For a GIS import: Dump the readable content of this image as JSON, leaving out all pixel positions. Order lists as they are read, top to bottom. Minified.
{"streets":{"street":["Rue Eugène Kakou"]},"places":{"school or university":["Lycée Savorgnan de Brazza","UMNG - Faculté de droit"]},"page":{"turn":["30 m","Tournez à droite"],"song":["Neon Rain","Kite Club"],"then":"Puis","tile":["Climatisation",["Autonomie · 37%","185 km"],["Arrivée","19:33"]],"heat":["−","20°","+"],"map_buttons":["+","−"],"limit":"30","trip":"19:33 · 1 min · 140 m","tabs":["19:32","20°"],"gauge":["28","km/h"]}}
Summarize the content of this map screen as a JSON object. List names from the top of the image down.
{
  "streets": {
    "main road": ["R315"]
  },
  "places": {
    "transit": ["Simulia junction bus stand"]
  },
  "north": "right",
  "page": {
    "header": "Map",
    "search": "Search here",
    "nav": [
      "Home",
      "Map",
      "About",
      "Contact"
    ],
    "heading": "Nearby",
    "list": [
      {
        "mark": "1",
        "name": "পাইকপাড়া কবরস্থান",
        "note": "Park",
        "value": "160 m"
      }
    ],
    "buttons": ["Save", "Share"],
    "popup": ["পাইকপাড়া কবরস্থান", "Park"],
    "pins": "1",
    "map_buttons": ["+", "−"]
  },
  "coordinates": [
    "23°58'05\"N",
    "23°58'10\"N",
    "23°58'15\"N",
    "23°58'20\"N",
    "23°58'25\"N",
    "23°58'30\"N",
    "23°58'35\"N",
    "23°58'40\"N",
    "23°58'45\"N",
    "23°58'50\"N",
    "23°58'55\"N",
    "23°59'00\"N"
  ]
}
+++++
With every word kept as it is, set down the entries again.

EXERCISE SOLUTION:
For a GIS import: Dump the readable content of this image as JSON, leaving out all pixel positions. Order lists as they are read, top to bottom. Minified.
{"streets":{"street":["Rue Eugène Kakou"]},"places":{"school or university":["Lycée Savorgnan de Brazza","UMNG - Faculté de droit"]},"page":{"turn":["30 m","Tournez à droite"],"song":["Neon Rain","Kite Club"],"then":"Puis","tile":["Climatisation",["Autonomie · 37%","185 km"],["Arrivée","19:33"]],"heat":["−","20°","+"],"map_buttons":["+","−"],"limit":"30","trip":"19:33 · 1 min · 140 m","tabs":["19:32","20°"],"gauge":["28","km/h"]}}
Summarize the content of this map screen as a JSON object. List names from the top of the image down.
{
  "streets": {
    "main road": ["R315"]
  },
  "places": {
    "transit": ["Simulia junction bus stand"]
  },
  "north": "right",
  "page": {
    "header": "Map",
    "search": "Search here",
    "nav": [
      "Home",
      "Map",
      "About",
      "Contact"
    ],
    "heading": "Nearby",
    "list": [
      {
        "mark": "1",
        "name": "পাইকপাড়া কবরস্থান",
        "note": "Park",
        "value": "160 m"
      }
    ],
    "buttons": ["Save", "Share"],
    "popup": ["পাইকপাড়া কবরস্থান", "Park"],
    "pins": "1",
    "map_buttons": ["+", "−"]
  },
  "coordinates": [
    "23°58'05\"N",
    "23°58'10\"N",
    "23°58'15\"N",
    "23°58'20\"N",
    "23°58'25\"N",
    "23°58'30\"N",
    "23°58'35\"N",
    "23°58'40\"N",
    "23°58'45\"N",
    "23°58'50\"N",
    "23°58'55\"N",
    "23°59'00\"N"
  ]
}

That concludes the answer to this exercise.